The interplay of this transformation pair was analyzed by rescaling and
processing the input signal $\filt(t)$ and comparing standard deviations
between the resulting $\env(t)$, $\db(t)$, and $\adapt(t)$. It is necessary to
use $\filt(t)$ as input for this analysis instead of $\env(t)$, because
$\env(t)$ results from a nonlinear transformation and hence cannot be
synthesized as an additive mixture of song component $\soc(t)$ and noise
component $\noc(t)$. % <-- Sentence may be methods section material.
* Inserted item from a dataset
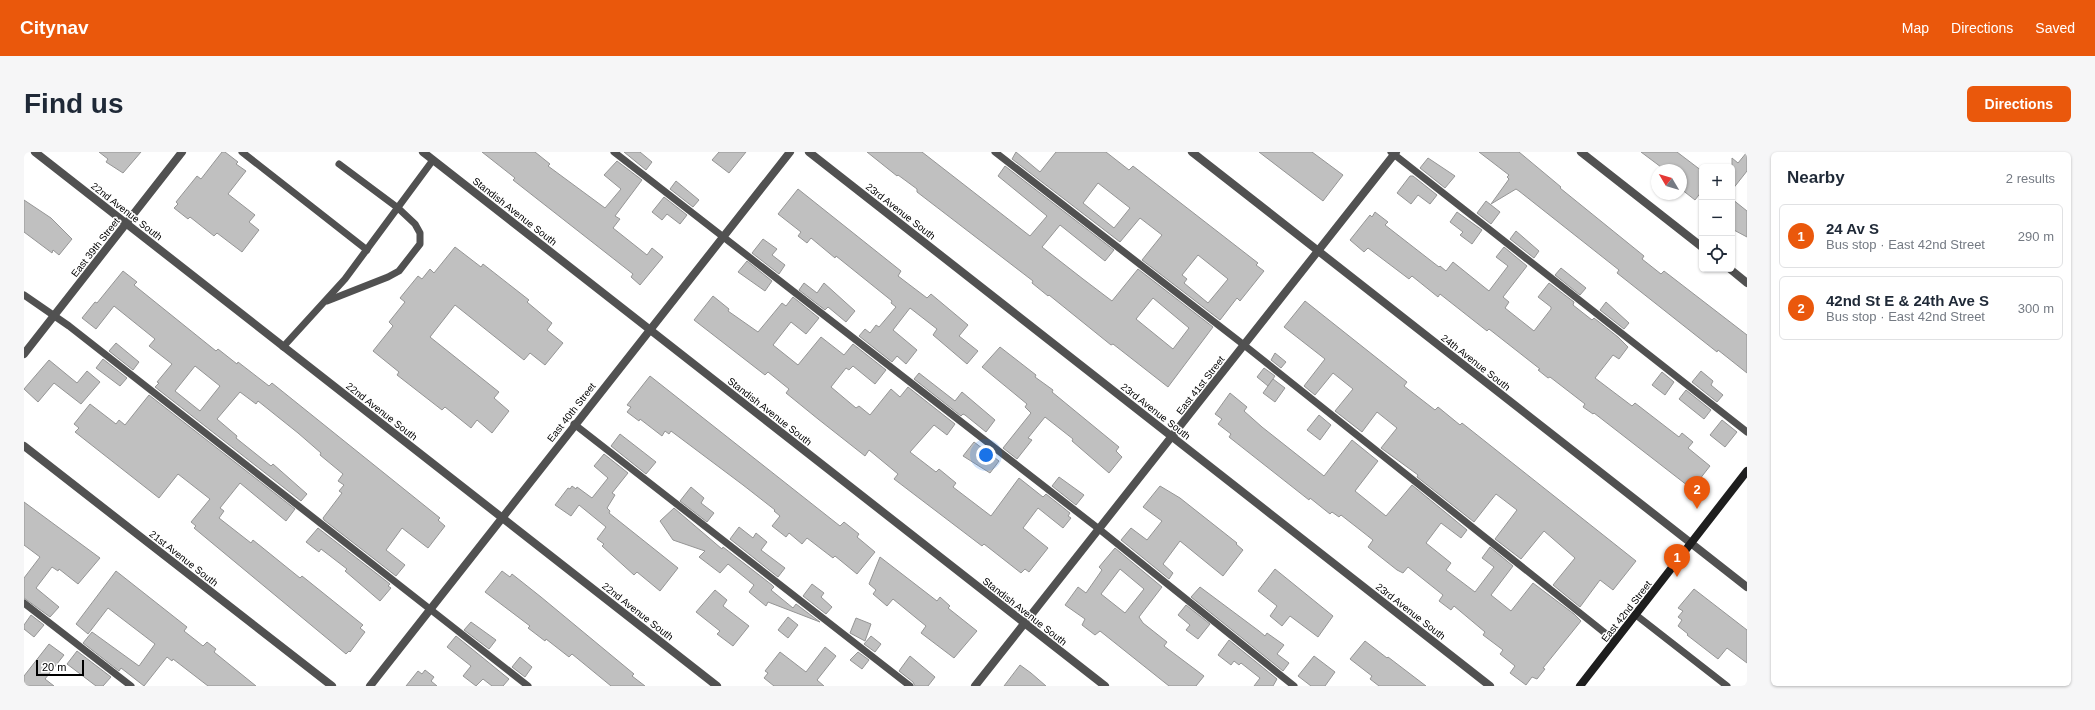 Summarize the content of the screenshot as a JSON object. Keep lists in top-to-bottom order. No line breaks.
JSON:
{"streets":{"street":["22nd Avenue South","Standish Avenue South","23rd Avenue South","East 39th Street","24th Avenue South","East 41st Street","East 40th Street","21st Avenue South","East 42nd Street"]},"crossings":[["22nd Avenue South","East 39th Street"],["22nd Avenue South","East 40th Street"],["Standish Avenue South","East 41st Street"],["Standish Avenue South","East 40th Street"],["23rd Avenue South","East 41st Street"],["24th Avenue South","East 41st Street"],["24th Avenue South","East 42nd Street"]],"scale_bar":"20 m","north":"top left","page":{"header":"Citynav","nav":["Map","Directions","Saved"],"buttons":"Directions","title":"Find us","heading":["Nearby","2 results"],"map_buttons":["+","−"],"list":[{"mark":"1","name":"24 Av S","note":"Bus stop · East 42nd Street","value":"290 m"},{"mark":"2","name":"42nd St E & 24th Ave S","note":"Bus stop · East 42nd Street","value":"300 m"}],"pins":["2","1"],"scale":"20 m"}}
However, it is much easier to conceive a mathematical description of the
effects of logarithmic compression and adaptation if $\env(t)$ itself is
assumed to be composed of $\soc(t)$ and $\noc(t)$. In the noiseless
case~(Fig.\,\ref{fig:log-hp}a), $\env(t)$ takes the form of
\begin{equation}
\env(t)\,=\,\sca\,\cdot\,\soc(t), \qquad \env(t)\,>\,0\enspace\forall\enspace t\,\in\,\mathbb{R}
\label{eq:toy_env_pure}
\end{equation}
The standard deviation of $\env(t)$ increases linearly with $\sca$ on a
double-logarithmic scale and is slightly reduced~(Fig.\,\ref{fig:log-hp}c)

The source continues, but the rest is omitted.